18. Notification on reaching the Maximum Deferred Dmount

Thirty days notice must be given to service users as to when the maximum amount of the Deferred Payment is likely to be reached. The Council will identify this during the six monthly statement and advise accordingly.

Within the six months prior to the service user reaching the maximum deferred amount, officers should discuss with the service user the cost of care, in particular what may happen to any top ups or the need to consider movement to another care home / room if they are unable to make other arrangements.

19. Terminating the Deferred Payment: Sale of Property before Death

If the service user has placed the property for sale from admission or chooses to sell at a subsequent date the accrued debt must be repaid upon the sale in order to remove the charge.

Service users must give 30 days’ notice in writing in advance of terminating the agreement on account of a sale of the property.

The actual sale price should be used final calculation of the debt. At that point the date the authority is due to assist funding the placement will be identified.

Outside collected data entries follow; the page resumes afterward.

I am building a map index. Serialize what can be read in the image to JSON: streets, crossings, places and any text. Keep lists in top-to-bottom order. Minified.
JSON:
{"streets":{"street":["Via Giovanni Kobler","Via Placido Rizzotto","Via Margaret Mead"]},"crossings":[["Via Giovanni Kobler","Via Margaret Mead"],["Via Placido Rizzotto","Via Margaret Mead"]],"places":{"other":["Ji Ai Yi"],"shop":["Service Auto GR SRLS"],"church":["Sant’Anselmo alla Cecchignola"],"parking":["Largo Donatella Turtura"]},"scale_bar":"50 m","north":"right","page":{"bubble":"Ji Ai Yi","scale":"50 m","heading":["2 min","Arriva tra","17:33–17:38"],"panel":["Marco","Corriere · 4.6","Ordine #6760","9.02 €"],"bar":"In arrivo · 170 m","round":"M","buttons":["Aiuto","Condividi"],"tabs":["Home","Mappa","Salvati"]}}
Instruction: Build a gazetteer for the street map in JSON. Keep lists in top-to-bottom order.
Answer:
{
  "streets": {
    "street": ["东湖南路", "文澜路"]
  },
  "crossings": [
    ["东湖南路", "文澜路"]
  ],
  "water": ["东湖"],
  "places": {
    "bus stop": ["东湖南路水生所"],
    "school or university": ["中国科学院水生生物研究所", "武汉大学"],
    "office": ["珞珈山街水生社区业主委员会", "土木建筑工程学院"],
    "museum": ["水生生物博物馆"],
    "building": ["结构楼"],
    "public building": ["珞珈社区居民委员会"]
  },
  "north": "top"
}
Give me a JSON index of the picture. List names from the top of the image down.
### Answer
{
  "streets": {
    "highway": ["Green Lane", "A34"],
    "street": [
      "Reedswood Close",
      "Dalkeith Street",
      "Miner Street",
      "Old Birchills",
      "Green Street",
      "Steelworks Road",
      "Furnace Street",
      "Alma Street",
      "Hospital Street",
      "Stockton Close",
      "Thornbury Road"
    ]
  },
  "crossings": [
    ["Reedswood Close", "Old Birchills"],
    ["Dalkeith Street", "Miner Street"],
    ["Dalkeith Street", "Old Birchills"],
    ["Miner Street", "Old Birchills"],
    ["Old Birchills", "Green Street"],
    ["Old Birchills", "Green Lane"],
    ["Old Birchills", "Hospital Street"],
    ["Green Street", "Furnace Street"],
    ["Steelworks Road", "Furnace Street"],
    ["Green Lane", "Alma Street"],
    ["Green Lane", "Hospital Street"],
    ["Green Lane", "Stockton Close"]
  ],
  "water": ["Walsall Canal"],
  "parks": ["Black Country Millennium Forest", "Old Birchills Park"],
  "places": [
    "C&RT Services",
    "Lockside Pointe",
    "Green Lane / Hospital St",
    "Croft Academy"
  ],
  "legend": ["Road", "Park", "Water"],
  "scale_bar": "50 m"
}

20. Terminating the deferred payment – sale of property after Death

The Deferred Payment debt should be added to any other debt which is attributable to the placement.

Any executor of the estate should be notified of the actual or provisional debt, 14 days after the death. At this stage, the approximate value of the estate should be requested to confirm previous financial assessment declarations. Officers should also explain in writing that the debt is due from 90 days after death.

Where not already notified, the final debt should be confirmed in writing no later than four weeks after death.

If the debt has not been cleared within four weeks of the expiry of the 90 day period a reminder should be sent confirming the rate of growth of the debt and querying when payment can be expected. If no response is received the Council’s debt policy will be followed.

20.1 Calculating the Interest

The interest rate able to be charged is that as detailed in the Care and Support (Assessment) Regulations 2014.

21. Removing the Charge

Bedford Borough Council’s Finance Team will advise Legal Services of any discharge of the debt. Legal Services will then arrange for removal of the charge or give an undertaking to the service user or his or her legal representatives to this effect.

22. Continuing Healthcare

The Deferred Payment Agreement does not cease simply because Continuing Health Care funding is awarded. Where this is the case, the debt will be frozen though interest will continue to accrue until discharge of the debt. See Continuing Healthcare (NHS).

Service users may choose to continue to make payments towards the outstanding debt

23. Use of Financial Information and Privacy

Information gathered under this policy will be processed in accordance with the Data Protection Act 2018. This means the information will only be shared with other relevant agencies in accordance with the data protection principles/exemptions or with the written consent of the service users or their legal representative/advocate.

24. Equalities Impact Assessment

An overall equalities impact assessment concerning all policies has been approved by the Adult Services Operational Management Group in conjunction with the Policy and Partnerships Manager and can be found in the policy library.